At year’s end, it is customary to create lists—favorite movies, music, memories of the previous twelve months. So, I thought I’d compile the posts which are most memorable for me in 2019 to reflect on where we’ve been and where we might be going as a people.

Clearly, Donald Trump dominated the year both in the media and in the quotient for emotional exhaustion. Fittingly, then, the first entry in my list was actually a post from last December, Trump’s Overcoat, which recorded—throughout the year—the most page views by far of any entry. I wrote then, “the black overcoat seems to harbor a man in despair…The coat’s fabric seems the only thing to have weight as it shields the President, armor-like, from the American people…Donald Trump’s overcoat has become a symbol of the President’s covering over the truth, diminishing the rule of law, promoting an administration that lacks transparency in governance and shielding him from his own self-destructive proclivities. One can almost feel bad for him. And yet, winter is coming…”

On January 9 (Impeachment—Where Do You Stand?), I prompted readers to consider their position on what was to become the most important political issue of the year. I wrote, “my challenge in this post is [for you] to be prepared: do some research, talk to trusted friends, make a chart of pros and cons, form a cohesive position and then be an advocate for that opinion. It is important that we not shy away from this difficult topic, but rather engage in courageous conversations, listening actively to one another and then be prepared to defend our position before any legislative action takes place…Thoughtful, respectful, caring conversations are just what we need. But first, each of us must figure out where we stand.”

Tragically, 2019 was a year filled with stark and horrific incidents of violence. On March 20, I wrote about the murderous attack on mosques in Christchurch, New Zealand. “When the gunman first approached the Al Noor mosque, he was greeted from within with two simple words, “Hello, brother.” If there are lessons to take from this horror, they may be embodied in this greeting. The words are simple, but the implications are profound. What does this moment mean for us?

“First, the word—hello—is meant to welcome someone into a conversation or a private space…So, this simple greeting carries with it unspoken courage by welcoming someone in without knowing where that invitation may lead. But when we do not say “hello” we are driven into silos of isolation. Fear increases, beauty is eclipsed, negativity abounds, hope is quashed. Take the risk, therefore, and say ‘hello.’

“The second word—brother—speaks to our commonality as human beings. When we call someone brother or sister without knowing them, it signals a willingness to engage on a basic human level. It is a word that, by definition, implies hope.”

I received countless expressions of support from you throughout the year, though not all my posts were received positively (as it should be). On May 2, Biden’s Presidential Run was the entry that drew the most negative reaction. I expressed doubts about the former Vice President’s latest gambit. I wrote then, “We need heroes in this country. Joe Biden is such a hero in both working class neighborhoods and progressive circles. It is correct that a true hero does not shrink from a fight; but true American heroes must lead with their heads as well as their hearts, and not be seduced by a burning desire for power and position. Even if he is able to stick to the script and run a dignified campaign, there is a great chance that this decent man will become nothing more than fodder for late night comedy and be forever relegated to the scrapheap of those who have been destroyed by Donald Trump.” At this writing, polls continue to support Biden’s decision, but I contend that this story is not yet fully written.

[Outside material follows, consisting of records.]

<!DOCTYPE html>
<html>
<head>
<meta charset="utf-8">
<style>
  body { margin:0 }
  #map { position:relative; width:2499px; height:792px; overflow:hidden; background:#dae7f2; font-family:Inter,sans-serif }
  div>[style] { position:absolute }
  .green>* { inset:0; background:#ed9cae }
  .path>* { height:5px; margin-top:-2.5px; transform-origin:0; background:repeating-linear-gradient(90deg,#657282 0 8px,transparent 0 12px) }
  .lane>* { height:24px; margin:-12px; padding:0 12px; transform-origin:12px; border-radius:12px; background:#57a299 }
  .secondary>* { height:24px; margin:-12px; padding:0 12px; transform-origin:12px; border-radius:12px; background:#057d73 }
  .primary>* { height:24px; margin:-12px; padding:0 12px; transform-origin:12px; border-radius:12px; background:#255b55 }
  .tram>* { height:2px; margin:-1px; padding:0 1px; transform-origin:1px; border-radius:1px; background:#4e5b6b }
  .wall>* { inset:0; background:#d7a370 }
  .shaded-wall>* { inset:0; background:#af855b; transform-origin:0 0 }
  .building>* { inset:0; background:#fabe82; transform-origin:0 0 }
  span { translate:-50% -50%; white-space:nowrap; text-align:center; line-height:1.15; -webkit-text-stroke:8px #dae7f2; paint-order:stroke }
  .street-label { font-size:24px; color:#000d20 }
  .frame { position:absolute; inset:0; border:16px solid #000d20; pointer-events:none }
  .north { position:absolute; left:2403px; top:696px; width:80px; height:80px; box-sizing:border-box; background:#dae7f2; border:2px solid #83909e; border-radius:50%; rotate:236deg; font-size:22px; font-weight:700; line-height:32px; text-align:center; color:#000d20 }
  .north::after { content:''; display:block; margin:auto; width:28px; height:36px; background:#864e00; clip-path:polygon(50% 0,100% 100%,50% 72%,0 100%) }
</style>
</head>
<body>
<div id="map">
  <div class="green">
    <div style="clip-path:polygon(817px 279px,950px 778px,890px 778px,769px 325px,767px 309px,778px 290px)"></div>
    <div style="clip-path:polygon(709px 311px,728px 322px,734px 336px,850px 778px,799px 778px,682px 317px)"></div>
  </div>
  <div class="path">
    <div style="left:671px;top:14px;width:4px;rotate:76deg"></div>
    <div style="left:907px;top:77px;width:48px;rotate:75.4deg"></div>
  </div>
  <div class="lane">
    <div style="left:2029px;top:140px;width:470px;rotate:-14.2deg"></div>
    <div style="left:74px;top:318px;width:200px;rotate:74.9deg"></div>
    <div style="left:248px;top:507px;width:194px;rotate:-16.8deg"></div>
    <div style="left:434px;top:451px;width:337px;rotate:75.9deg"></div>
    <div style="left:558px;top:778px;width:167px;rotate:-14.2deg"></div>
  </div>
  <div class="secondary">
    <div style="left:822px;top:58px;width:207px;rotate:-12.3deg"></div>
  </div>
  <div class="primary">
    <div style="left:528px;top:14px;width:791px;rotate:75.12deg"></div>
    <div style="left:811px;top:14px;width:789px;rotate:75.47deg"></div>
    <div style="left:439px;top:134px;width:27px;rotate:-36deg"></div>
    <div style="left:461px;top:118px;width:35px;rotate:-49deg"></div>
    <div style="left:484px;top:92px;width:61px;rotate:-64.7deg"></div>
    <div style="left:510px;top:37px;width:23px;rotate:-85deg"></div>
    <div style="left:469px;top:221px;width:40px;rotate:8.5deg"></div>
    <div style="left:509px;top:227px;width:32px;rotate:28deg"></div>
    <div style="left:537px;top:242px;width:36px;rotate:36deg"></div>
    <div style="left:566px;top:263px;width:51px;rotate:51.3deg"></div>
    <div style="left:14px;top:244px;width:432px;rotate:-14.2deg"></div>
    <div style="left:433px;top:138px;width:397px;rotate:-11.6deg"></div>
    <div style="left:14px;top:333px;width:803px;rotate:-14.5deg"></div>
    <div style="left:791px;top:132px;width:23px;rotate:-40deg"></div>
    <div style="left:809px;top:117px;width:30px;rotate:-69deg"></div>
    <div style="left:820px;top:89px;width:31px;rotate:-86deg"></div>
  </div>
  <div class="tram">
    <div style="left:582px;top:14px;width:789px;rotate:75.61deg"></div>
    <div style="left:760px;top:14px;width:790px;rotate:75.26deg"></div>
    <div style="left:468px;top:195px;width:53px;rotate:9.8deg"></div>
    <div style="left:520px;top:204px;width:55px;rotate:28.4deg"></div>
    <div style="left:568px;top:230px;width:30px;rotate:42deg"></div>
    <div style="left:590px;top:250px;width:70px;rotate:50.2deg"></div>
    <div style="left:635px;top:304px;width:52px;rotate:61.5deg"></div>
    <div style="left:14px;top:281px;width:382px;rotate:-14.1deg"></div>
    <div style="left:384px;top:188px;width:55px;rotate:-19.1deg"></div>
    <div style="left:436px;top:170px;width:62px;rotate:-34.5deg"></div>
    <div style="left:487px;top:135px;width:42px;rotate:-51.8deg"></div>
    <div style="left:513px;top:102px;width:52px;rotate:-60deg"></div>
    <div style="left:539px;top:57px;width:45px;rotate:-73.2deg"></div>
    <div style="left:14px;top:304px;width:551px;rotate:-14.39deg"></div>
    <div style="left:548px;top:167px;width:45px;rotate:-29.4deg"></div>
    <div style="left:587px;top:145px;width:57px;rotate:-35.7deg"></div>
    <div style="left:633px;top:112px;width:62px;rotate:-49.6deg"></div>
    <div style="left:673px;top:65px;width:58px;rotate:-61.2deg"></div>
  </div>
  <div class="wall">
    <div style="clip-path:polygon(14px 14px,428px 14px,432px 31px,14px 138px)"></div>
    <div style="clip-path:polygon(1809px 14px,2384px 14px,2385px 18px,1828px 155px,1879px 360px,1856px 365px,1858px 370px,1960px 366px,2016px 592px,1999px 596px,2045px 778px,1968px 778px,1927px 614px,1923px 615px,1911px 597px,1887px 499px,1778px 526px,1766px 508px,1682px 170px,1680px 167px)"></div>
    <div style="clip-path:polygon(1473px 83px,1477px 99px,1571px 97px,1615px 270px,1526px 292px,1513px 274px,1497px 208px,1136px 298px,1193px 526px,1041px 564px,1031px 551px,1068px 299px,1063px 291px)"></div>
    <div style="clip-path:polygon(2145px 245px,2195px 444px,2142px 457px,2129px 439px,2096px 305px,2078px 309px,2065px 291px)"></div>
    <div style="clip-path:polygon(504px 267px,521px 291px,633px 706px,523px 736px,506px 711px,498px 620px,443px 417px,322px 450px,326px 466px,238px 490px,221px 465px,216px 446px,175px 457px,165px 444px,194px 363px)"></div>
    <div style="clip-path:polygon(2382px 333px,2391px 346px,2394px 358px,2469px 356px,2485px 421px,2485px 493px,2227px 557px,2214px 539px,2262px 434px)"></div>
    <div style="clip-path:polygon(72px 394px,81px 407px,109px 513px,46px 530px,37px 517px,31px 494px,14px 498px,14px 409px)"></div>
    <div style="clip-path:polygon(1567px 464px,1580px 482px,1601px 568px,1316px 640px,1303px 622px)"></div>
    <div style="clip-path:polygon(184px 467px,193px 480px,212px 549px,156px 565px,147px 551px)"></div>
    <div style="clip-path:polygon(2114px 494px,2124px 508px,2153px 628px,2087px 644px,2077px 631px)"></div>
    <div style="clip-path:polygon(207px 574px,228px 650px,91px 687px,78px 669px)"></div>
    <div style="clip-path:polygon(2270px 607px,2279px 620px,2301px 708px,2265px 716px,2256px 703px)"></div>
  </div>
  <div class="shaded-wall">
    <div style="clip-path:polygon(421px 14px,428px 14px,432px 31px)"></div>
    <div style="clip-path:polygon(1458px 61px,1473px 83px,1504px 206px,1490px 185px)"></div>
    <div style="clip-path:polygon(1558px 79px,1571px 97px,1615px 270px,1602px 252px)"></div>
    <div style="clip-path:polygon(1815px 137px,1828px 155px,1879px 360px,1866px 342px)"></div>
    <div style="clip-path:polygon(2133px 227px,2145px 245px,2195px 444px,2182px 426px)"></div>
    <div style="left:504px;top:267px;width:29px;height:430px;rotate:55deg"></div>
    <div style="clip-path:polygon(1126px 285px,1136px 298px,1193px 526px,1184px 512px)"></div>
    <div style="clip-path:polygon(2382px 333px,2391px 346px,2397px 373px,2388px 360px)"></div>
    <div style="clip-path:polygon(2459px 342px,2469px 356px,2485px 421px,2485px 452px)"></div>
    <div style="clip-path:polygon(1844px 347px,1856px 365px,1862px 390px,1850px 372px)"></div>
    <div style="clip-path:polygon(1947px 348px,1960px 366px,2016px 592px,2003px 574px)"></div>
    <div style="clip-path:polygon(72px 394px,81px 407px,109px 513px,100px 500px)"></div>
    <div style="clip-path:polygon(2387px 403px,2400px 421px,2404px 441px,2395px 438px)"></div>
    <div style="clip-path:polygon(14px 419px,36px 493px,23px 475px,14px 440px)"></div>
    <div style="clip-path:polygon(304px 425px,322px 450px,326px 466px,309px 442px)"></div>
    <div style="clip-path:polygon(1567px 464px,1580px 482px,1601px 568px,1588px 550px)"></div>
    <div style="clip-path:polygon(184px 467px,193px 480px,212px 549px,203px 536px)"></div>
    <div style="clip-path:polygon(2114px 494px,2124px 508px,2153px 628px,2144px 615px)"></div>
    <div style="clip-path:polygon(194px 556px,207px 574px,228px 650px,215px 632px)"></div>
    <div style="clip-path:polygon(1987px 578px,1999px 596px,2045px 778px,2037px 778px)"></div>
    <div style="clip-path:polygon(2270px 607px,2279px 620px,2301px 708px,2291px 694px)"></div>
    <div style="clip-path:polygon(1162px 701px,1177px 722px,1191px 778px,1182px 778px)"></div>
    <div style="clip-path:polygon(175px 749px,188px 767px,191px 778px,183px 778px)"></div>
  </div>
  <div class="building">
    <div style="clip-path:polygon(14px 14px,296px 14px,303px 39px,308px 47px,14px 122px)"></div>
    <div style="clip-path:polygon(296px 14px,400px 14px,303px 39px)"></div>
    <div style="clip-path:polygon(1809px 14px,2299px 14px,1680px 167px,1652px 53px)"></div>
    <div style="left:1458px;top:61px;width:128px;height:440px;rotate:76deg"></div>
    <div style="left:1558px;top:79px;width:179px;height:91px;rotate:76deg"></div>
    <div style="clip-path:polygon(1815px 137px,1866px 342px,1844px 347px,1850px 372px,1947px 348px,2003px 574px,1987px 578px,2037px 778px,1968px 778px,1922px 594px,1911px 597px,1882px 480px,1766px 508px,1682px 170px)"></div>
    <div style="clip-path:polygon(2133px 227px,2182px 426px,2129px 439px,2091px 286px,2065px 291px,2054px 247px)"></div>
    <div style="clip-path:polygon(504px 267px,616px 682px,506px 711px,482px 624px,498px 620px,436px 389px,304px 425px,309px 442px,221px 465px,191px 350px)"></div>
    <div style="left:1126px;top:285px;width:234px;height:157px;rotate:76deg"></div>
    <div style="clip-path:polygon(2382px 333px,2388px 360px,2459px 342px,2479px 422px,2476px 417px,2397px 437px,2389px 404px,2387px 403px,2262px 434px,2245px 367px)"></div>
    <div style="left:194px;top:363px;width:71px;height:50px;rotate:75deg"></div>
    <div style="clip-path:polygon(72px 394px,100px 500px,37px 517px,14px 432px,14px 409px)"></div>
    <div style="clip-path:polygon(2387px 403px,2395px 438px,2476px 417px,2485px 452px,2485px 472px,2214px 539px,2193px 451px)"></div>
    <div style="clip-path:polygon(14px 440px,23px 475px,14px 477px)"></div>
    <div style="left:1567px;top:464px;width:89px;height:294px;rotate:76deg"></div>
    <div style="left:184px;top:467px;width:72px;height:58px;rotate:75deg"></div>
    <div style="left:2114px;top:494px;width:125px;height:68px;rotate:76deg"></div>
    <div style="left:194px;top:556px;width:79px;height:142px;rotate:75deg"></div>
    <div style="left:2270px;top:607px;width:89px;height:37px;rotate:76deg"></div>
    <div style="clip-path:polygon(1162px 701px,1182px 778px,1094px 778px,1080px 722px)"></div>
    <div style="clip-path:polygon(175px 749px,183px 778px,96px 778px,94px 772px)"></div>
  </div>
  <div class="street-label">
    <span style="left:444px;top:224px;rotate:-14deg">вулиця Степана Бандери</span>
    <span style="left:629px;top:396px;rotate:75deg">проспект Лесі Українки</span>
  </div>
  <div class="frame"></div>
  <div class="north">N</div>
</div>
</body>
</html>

A recurring thread throughout a year of postings revolved around events at our Southern border. July 11, Ongoing Tragedy at the Border was but one occasion when I wrote of both the horror and the hope of this story. “Words fail me. Day after day, I feel mounting anger, shame, frustration. What is unfolding at our southern border becomes increasingly hard to witness and even harder to understand. Is this how far our government has fallen?”

But the post was also hopeful as I spoke of countless volunteers who donate time and treasure to help the migrants who seek asylum in our country. In fact, the post was inspired by members of my church, Union Congregational UCC in Montclair, NJ, who traveled to the border to lend a welcoming presence. Others followed and as I write this post today, yet more volunteers from our church are again in Texas on this mission.

My posts over the past year touched on events both global and deeply personal. The week of September 12 saw more of you respond than in any single week. The post, Arlene Chase—In Memorium, was written on the death of my mom and in celebration of her life. I continue to be grateful for the many expressions of the admiration you expressed for her and the love and support you showed to me.

May the New Year be a blessing to each of you.